Top of PROVIDED RECORDS

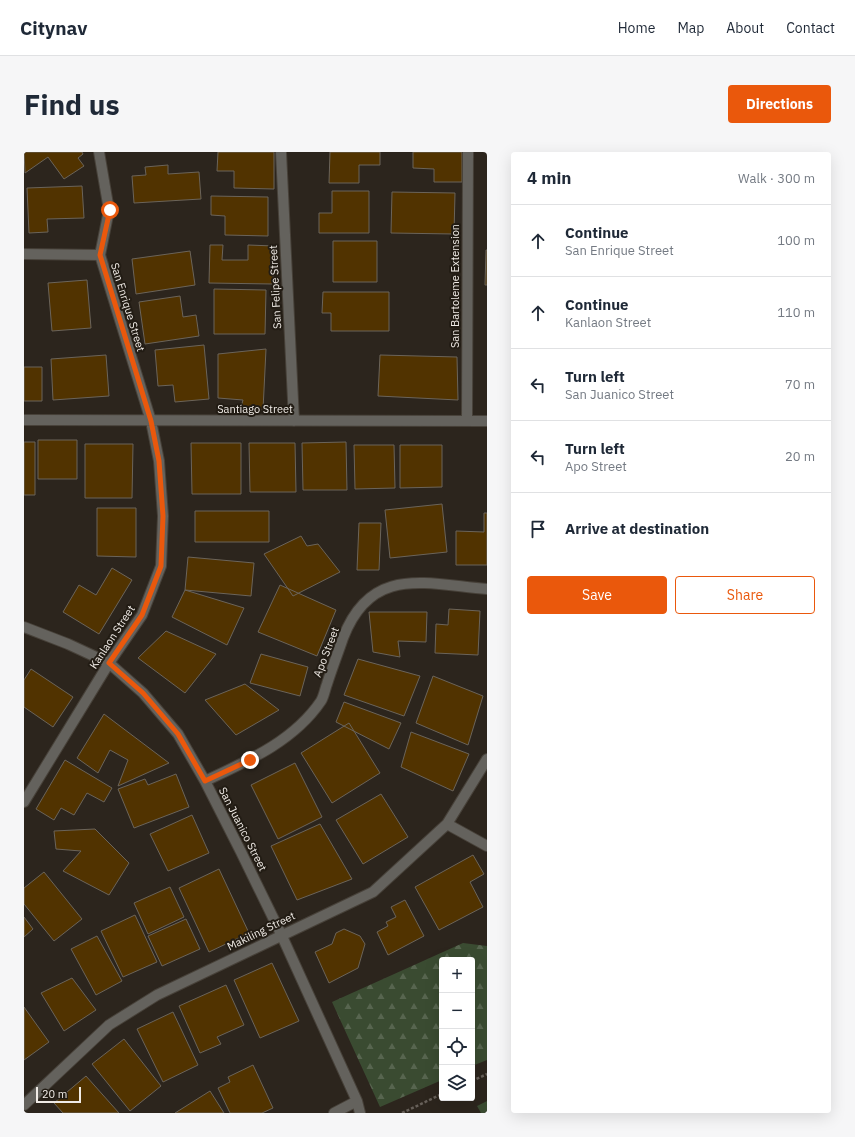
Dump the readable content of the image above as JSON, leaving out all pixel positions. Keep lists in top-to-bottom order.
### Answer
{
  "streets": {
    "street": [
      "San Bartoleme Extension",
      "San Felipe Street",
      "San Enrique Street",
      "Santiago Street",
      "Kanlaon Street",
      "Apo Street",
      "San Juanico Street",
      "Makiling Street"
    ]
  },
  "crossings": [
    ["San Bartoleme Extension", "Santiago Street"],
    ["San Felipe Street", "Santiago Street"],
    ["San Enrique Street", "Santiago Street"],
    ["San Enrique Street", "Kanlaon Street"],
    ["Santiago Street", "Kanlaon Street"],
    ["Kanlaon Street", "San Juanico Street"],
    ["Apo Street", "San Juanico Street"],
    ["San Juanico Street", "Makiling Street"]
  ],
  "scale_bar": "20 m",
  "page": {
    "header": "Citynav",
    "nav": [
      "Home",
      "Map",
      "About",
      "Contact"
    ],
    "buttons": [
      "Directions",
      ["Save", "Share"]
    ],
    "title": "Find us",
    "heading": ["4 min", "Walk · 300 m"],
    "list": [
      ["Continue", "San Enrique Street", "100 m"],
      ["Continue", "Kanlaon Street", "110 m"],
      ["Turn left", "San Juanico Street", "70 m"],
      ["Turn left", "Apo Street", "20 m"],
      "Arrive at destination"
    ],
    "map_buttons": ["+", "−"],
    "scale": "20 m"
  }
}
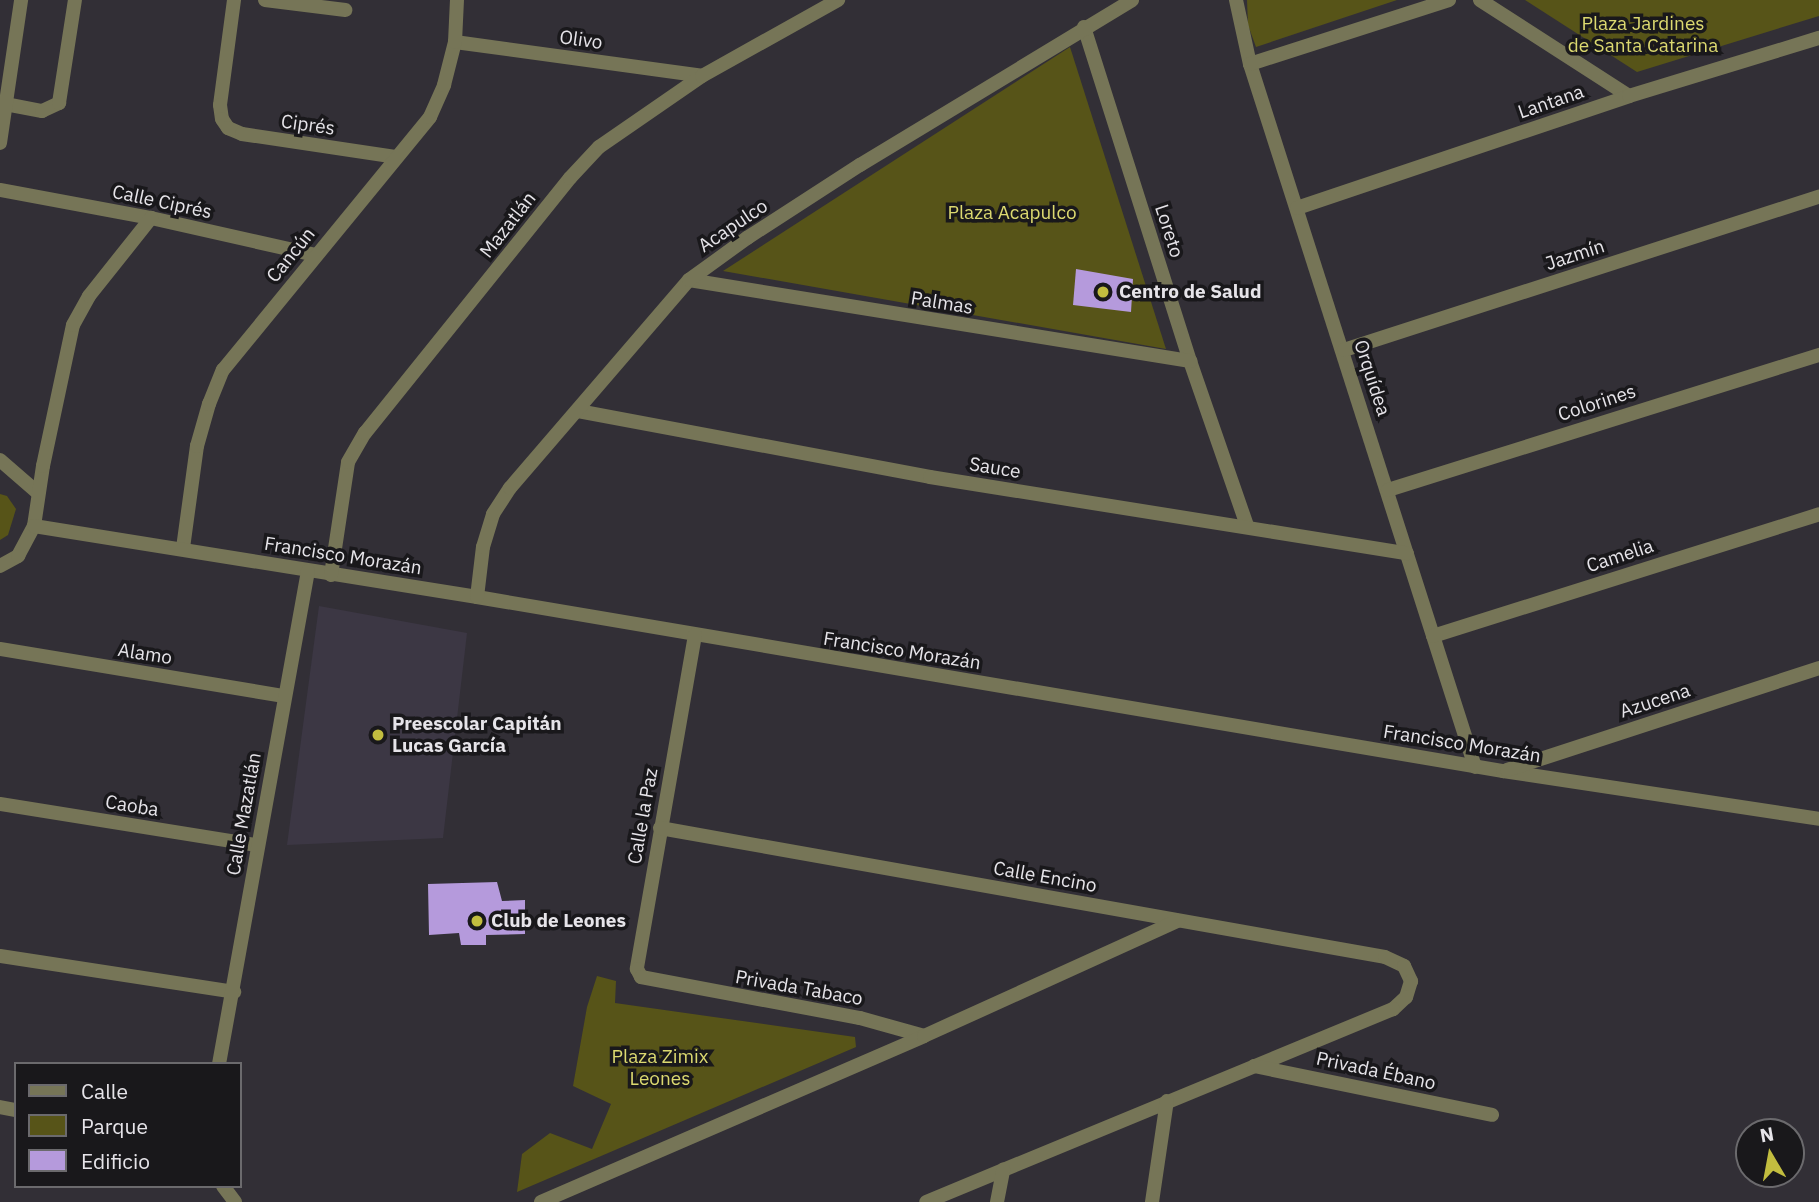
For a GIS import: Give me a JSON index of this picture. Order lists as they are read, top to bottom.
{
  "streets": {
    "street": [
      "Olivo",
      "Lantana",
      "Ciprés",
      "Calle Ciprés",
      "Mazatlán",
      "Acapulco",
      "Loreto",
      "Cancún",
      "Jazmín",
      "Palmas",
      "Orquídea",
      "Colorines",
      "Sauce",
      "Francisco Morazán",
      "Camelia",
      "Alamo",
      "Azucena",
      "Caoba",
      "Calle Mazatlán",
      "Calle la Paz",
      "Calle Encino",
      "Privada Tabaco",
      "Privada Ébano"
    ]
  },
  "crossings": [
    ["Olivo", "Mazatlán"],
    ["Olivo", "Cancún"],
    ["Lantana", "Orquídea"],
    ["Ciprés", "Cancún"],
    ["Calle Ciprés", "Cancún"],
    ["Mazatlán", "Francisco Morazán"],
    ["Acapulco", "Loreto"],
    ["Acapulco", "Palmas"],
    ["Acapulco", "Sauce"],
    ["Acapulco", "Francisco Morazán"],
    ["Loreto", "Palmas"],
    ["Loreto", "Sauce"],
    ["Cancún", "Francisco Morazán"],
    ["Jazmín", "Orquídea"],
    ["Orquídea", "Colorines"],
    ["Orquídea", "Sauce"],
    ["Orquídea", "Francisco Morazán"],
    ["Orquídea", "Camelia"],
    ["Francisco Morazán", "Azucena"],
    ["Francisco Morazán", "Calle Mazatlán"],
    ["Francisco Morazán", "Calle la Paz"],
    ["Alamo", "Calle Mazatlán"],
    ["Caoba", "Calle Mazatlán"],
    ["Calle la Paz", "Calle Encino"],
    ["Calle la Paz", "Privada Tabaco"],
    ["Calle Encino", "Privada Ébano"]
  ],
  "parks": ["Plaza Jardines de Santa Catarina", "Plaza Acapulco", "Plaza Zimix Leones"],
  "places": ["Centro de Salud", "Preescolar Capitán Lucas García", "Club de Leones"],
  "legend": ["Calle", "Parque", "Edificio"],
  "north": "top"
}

Bottom of PROVIDED RECORDS

• [YOUR GOAL]: Take each line in the listing that has the word "Orquídea" and copy it.

• [OUTPUT]:
      "Orquídea",
    ["Lantana", "Orquídea"],
    ["Jazmín", "Orquídea"],
    ["Orquídea", "Colorines"],
    ["Orquídea", "Sauce"],
    ["Orquídea", "Francisco Morazán"],
    ["Orquídea", "Camelia"],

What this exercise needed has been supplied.